=== Saved data entries ===
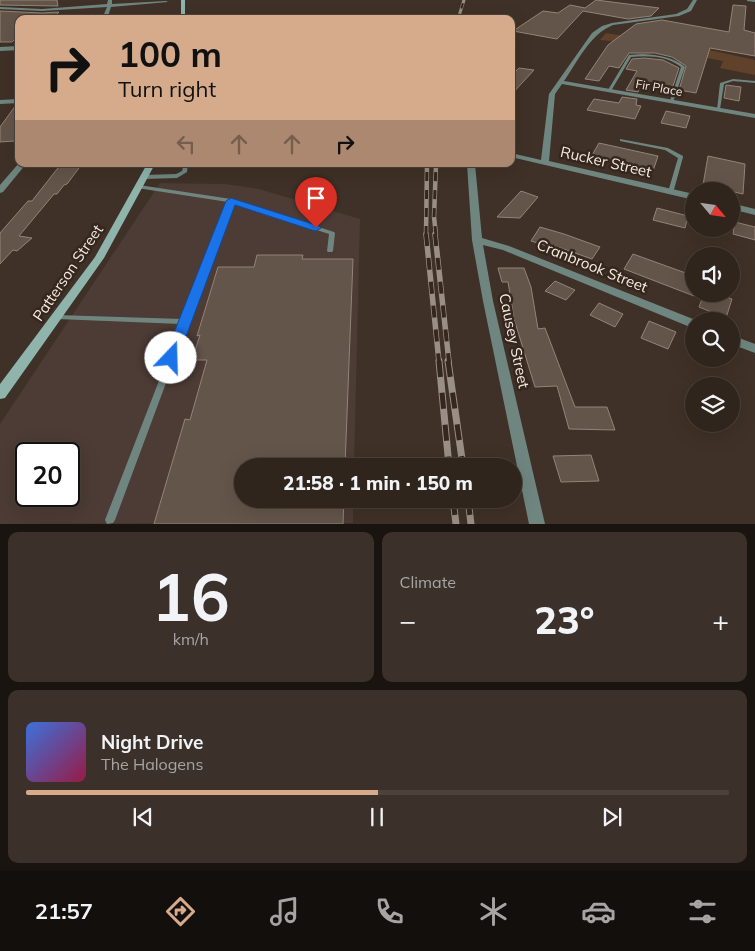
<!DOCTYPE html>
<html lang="en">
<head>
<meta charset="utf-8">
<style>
	body { margin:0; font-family:Mulish,sans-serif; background:#3b312a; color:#f1f3f6; height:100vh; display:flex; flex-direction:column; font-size:19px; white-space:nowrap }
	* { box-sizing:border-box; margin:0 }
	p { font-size:16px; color:#a7a5a4 }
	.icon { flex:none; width:28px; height:28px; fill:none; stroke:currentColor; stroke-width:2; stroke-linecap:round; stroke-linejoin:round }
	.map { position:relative; height:524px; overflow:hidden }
	.drawer { display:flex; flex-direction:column; gap:8px; padding:8px; background:#1a1410; flex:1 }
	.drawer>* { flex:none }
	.hud { position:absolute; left:15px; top:15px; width:500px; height:152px; border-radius:10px; box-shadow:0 5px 20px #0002,0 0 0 1px #4a423b; background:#d6ab8b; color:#111; overflow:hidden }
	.needle { width:32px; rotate:119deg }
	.buttons { position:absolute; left:685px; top:182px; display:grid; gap:10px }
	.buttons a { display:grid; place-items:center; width:55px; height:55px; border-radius:50%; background:#2f251d; box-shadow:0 5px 20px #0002,0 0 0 1px #4a423b; font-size:25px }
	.speed { position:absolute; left:15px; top:442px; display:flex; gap:10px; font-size:25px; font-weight:700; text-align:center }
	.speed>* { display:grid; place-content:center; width:65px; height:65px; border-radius:50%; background:#2f251d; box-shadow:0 5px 20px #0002,0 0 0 1px #4a423b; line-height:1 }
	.speed .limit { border:2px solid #111; border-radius:8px; background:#fff; color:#111 }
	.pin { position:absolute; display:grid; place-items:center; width:42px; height:42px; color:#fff; margin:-51px -21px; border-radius:50% 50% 50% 0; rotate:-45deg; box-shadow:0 0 5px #0007 }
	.pin .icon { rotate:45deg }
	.me { position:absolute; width:55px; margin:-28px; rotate:21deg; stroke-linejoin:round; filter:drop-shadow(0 0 4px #0008) }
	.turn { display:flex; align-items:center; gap:18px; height:105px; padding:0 20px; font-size:22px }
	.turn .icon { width:65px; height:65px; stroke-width:2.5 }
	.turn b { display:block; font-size:35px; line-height:42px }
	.lanes { display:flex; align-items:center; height:48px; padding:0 20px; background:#0003; justify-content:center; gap:25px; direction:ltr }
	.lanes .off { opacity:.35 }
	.big { font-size:38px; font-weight:800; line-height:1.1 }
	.drawer .card { flex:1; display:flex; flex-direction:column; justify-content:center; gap:8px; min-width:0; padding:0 18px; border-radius:10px; background:#3b312a }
	.drawer .dial { align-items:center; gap:0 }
	.dial b { font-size:65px; line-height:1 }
	.song { display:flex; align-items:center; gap:15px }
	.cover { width:60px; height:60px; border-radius:8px; background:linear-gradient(135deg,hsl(220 70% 55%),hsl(340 70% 35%)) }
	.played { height:5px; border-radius:2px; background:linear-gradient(90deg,#d6ab8b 50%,#4a423b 50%) }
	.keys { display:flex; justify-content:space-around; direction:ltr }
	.heat { display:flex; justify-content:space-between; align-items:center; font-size:28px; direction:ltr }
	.drawer .tiles { flex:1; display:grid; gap:8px; grid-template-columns:1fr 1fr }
	.card:last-child { grid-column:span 2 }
	.trip { position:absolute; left:234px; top:458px; width:288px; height:50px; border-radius:25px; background:#2f251d; box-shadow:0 5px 20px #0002,0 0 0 1px #4a423b; font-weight:800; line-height:50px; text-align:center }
	.tabs { display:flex; height:80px; justify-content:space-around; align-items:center; background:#130f0c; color:#a7a5a4 }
	.tabs .icon { width:35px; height:35px }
	.tabs .current { color:#d6ab8b }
	.tabs b { font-size:22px; color:#f1f3f6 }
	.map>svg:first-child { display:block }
	.industrial { fill:#4d3b35; fill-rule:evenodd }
	.green { fill:#604129 }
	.building { fill:#64554a; stroke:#948377 }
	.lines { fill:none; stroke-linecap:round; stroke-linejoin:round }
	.lane { fill:#6f8680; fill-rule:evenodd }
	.street { fill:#6f8680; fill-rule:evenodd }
	.secondary { fill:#8fb4ab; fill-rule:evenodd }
	.rail-far3-casing { stroke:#9a8f87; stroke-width:3 }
	.rail-far2-casing { stroke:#9a8f87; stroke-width:4.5 }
	.rail-far1-casing { stroke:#9a8f87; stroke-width:5.5 }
	.rail-casing { stroke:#9a8f87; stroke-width:7 }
	.rail-far3 { stroke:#35271d; stroke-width:2; stroke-dasharray:5.5; stroke-linecap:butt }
	.rail-far2 { stroke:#35271d; stroke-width:3; stroke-dasharray:9; stroke-linecap:butt }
	.rail-far1 { stroke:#35271d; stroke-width:4; stroke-dasharray:12; stroke-linecap:butt }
	.rail { stroke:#35271d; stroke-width:5; stroke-dasharray:16; stroke-linecap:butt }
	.route { fill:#1a73e8; stroke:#114b97 }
	.labels { text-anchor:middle; stroke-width:5; stroke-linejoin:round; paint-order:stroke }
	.far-street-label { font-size:12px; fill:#f4ebe5; stroke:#35271d }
	.street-label { font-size:15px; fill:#f4ebe5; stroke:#35271d }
</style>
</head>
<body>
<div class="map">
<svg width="755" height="524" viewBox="0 0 755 524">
	<rect width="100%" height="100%" fill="#3f3127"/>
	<!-- industrial -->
	<path class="industrial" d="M 160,183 L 225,184 L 259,189 L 360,219 L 354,466 L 242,466 L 242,499 L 353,499 L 353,523 L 0,524 L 0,424 ZM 26,454 L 69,454 L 69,496 L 26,496 Z"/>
	<!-- green -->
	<path class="green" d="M 606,33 L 705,49 L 755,60 L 755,75 L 720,68 L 723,61 L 623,42 L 600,40 Z"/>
	<!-- building -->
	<path class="building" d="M 0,0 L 57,0 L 58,6 L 0,5 Z
		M 596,0 L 659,8 L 651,16 L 628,19 L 583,11 L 557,39 L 513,31 L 543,11 L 558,13 L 570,5 L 585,8 Z
		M 733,5 L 746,6 L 744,30 L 755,33 L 755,56 L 710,48 L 696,93 L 679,90 L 686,66 L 672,57 L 655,53 L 629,53 L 619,68 L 609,66 L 599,81 L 585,79 L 608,45 L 636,24 L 662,20 L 729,32 Z
		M 0,11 L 42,13 L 59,12 L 52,19 L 19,19 L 19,35 L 12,42 L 0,42 Z
		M 644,58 L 663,60 L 679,68 L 672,89 L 640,83 L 638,92 L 626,90 L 637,71 L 626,69 L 632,59 Z
		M 519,68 L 534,70 L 511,95 L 511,76 Z
		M 726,85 L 741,87 L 739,101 L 724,98 Z
		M 622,97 L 637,99 L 636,105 L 641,106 L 635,119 L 587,110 L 594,99 L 619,103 Z
		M 16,105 L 19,105 L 19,136 L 15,141 L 0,142 L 0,127 Z
		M 666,111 L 690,116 L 686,128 L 661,123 Z
		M 599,143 L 658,156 L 653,171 L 591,157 Z
		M 708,156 L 745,164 L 743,194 L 703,185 Z
		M 61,164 L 82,164 L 67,184 L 64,185 L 57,194 L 54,194 L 19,236 L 32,238 L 17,251 L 13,250 L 0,264 L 0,233 L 28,201 L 32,201 Z
		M 521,191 L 538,197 L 520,218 L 497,217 Z
		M 657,208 L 688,216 L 685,228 L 653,220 Z
		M 735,222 L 755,227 L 755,240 L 733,234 Z
		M 540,227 L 564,234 L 600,247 L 592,259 L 552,245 L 551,247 L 531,241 Z
		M 633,254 L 694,276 L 694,296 L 624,269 Z
		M 257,255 L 303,255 L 302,259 L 353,259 L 345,466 L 242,466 L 242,499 L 344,499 L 343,524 L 154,524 L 185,419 L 190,420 L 207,360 L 192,360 L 200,335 L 197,336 L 218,267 L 254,267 Z
		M 498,268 L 524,268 L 531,287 L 538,329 L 545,328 L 575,407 L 607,407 L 615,430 L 569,429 L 557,386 L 535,387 L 514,319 L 508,282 L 502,282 Z
		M 555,281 L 575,290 L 566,300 L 545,291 Z
		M 704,294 L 718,294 L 732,299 L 726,318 L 699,307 Z
		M 599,303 L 623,314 L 615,327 L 590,315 Z
		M 649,321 L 676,332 L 668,349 L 641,338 Z
		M 591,455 L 599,481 L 561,482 L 553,456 Z"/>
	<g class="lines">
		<!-- lane -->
		<path class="lane" d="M 643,54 C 658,55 674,57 685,67 L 673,102 L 670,101 L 681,67 C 668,56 648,55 631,57 L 611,91 L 608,90 L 629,55 Z
			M 733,79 L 755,81 L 755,83 L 733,81 L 724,84 L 720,109 L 717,110 L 720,83 Z
			M 620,139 L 668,148 L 683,156 L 683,157 L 673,193 L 669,193 L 668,192 L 678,158 L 665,150 L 620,141 Z
			M 184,164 L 188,164 L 187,172 L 177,178 L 144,179 L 141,177 L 144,175 L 176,174 L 182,171 Z
			M 139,185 L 231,199 L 334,232 L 335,233 L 333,251 L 332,252 L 328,252 L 327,251 L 329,234 L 233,203 L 115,520 L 113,523 L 107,524 L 105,520 L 181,324 L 57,319 L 55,319 L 54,317 L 55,315 L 57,315 L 182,319 L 228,202 L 137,188 L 137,186 Z"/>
		<!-- street -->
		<path class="street" d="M 108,0 L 112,0 L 112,4 L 166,1 L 168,2 L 111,7 L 107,19 L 102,19 L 107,7 L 42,11 L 0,9 L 0,7 L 42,9 L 107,4 Z
			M 693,0 L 697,0 L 691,11 L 679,16 L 613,25 C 590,34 578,61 564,81 L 755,114 L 755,118 L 562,84 L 555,94 L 549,161 L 694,194 L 694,200 L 511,157 L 511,153 L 541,160 L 549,94 L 592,33 L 602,26 L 612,23 L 676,14 L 687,9 Z
			M 747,0 L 755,0 L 755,2 L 747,1 Z
			M 19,46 L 19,50 L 0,51 L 0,47 Z
			M 19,99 L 19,103 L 0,104 L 0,100 Z
			M 19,163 L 26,164 L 3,192 L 0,193 L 0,185 Z
			M 467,164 L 475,164 L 482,238 L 509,246 L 698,321 L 694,321 L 694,328 L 690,327 L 503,250 L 483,245 L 493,301 L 545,524 L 529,524 L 483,301 L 472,240 Z
			M 731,203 L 755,209 L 755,215 L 731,209 Z
			M 731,335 L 755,344 L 755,353 L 731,344 Z"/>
		<!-- secondary -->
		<path class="secondary" d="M 181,0 L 185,0 L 185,19 L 181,19 Z
			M 147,164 L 155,164 L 104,258 L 5,398 L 0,399 L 0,384 L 95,257 Z"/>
		<!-- rail-far3 casing -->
		<g class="rail-far3-casing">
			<path id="rail-far3" d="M 458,19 L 464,0"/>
		</g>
		<!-- rail-far2 casing -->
		<g class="rail-far2-casing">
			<path id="rail-far2" d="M 426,235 L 427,164
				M 436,235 L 434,217 L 436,164"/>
		</g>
		<!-- rail-far1 casing -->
		<g class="rail-far1-casing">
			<path id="rail-far1" d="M 426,234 L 439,362
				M 435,234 L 449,362"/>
		</g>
		<!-- rail casing -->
		<g class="rail-casing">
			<path id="rail" d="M 439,361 L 449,466
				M 448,361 L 463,466
				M 453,499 L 456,524
				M 468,499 L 471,524"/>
		</g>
		<!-- rail-far3 -->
		<use href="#rail-far3" class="rail-far3"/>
		<!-- rail-far2 -->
		<use href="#rail-far2" class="rail-far2"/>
		<!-- rail-far1 -->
		<use href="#rail-far1" class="rail-far1"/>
		<!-- rail -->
		<use href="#rail" class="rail"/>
	</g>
	<!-- route -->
	<path class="route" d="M 231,198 L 319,226 L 321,228 L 316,231 L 312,230 L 235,205 L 178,358 L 176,362 L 171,364 L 166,362 L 164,358 L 226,201 Z"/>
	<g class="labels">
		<!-- far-street labels -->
		<g class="far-street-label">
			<text transform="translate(659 88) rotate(10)" y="4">Fir Place</text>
		</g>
		<!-- street labels -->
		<g class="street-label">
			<text transform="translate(606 162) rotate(13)" y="5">Rucker Street</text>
			<text transform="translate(592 266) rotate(22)" y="5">Cranbrook Street</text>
			<text transform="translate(68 273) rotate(-56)" y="5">Patterson Street</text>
			<text transform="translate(514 341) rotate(78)" y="5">Causey Street</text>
		</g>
	</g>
</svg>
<div class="buttons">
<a><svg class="needle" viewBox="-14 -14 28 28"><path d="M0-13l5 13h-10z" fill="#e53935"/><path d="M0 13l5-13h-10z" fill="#a7a5a4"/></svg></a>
<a><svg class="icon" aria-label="sound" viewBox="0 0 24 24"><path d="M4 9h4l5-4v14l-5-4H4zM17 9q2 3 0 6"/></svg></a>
<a><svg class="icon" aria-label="search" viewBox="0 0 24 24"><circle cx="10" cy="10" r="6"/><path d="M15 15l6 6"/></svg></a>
<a><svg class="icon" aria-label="layers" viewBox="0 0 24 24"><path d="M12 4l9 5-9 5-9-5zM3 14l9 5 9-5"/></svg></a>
</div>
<div class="speed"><div class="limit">20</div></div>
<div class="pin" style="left:316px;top:228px;background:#d93025"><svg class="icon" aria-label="arrive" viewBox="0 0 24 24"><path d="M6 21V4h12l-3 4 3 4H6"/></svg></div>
<svg class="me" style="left:171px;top:358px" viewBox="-20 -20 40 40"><circle r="19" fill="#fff"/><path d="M0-13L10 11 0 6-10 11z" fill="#1a73e8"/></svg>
<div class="trip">21:58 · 1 min · 150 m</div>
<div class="hud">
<div class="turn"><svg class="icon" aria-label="right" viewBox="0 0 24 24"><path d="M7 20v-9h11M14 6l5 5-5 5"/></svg><div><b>100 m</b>Turn right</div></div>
<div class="lanes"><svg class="icon off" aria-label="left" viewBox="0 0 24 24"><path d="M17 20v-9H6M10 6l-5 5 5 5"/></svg><svg class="icon off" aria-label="ahead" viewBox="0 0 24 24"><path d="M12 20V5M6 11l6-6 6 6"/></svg><svg class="icon off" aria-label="ahead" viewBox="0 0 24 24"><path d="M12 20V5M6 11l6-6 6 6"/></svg><svg class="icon" aria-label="right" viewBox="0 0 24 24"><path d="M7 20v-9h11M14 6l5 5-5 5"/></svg></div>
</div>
</div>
<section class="drawer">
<div class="tiles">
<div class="card dial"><b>16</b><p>km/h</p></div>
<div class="card"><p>Climate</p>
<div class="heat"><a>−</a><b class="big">23°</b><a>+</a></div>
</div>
<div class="card">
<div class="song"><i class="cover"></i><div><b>Night Drive</b><p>The Halogens</p></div></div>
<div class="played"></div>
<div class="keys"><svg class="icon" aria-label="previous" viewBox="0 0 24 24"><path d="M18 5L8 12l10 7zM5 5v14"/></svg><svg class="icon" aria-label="pause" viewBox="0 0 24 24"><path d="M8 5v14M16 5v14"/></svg><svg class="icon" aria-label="next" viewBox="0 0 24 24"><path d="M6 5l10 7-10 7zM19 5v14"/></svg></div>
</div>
</div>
</section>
<nav class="tabs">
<b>21:57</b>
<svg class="icon current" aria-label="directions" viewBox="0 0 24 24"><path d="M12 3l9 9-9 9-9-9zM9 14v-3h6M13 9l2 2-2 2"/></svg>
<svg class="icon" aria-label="music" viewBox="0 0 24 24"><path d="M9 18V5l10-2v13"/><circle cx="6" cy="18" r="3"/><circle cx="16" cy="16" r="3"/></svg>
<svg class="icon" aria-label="phone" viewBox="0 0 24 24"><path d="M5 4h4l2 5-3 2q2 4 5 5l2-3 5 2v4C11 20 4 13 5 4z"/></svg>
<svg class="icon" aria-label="climate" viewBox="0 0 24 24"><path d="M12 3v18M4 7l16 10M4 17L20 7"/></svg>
<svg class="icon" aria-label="car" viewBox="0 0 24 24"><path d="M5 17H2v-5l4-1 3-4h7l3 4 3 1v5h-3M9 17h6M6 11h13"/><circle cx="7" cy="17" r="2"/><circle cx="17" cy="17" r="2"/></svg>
<svg class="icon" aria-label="filters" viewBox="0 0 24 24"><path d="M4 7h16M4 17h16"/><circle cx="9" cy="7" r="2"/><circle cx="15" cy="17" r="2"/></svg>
</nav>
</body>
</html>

=== WHAT THIS TASK INVOLVES ===
Verbatim copy, pictures excluded: output the lines from the first line of the records above through the line containing "position:absolute; left:15px; top:442px;".

=== WRITTEN ANSWER ===
<!DOCTYPE html>
<html lang="en">
<head>
<meta charset="utf-8">
<style>
	body { margin:0; font-family:Mulish,sans-serif; background:#3b312a; color:#f1f3f6; height:100vh; display:flex; flex-direction:column; font-size:19px; white-space:nowrap }
	* { box-sizing:border-box; margin:0 }
	p { font-size:16px; color:#a7a5a4 }
	.icon { flex:none; width:28px; height:28px; fill:none; stroke:currentColor; stroke-width:2; stroke-linecap:round; stroke-linejoin:round }
	.map { position:relative; height:524px; overflow:hidden }
	.drawer { display:flex; flex-direction:column; gap:8px; padding:8px; background:#1a1410; flex:1 }
	.drawer>* { flex:none }
	.hud { position:absolute; left:15px; top:15px; width:500px; height:152px; border-radius:10px; box-shadow:0 5px 20px #0002,0 0 0 1px #4a423b; background:#d6ab8b; color:#111; overflow:hidden }
	.needle { width:32px; rotate:119deg }
	.buttons { position:absolute; left:685px; top:182px; display:grid; gap:10px }
	.buttons a { display:grid; place-items:center; width:55px; height:55px; border-radius:50%; background:#2f251d; box-shadow:0 5px 20px #0002,0 0 0 1px #4a423b; font-size:25px }
	.speed { position:absolute; left:15px; top:442px; display:flex; gap:10px; font-size:25px; font-weight:700; text-align:center }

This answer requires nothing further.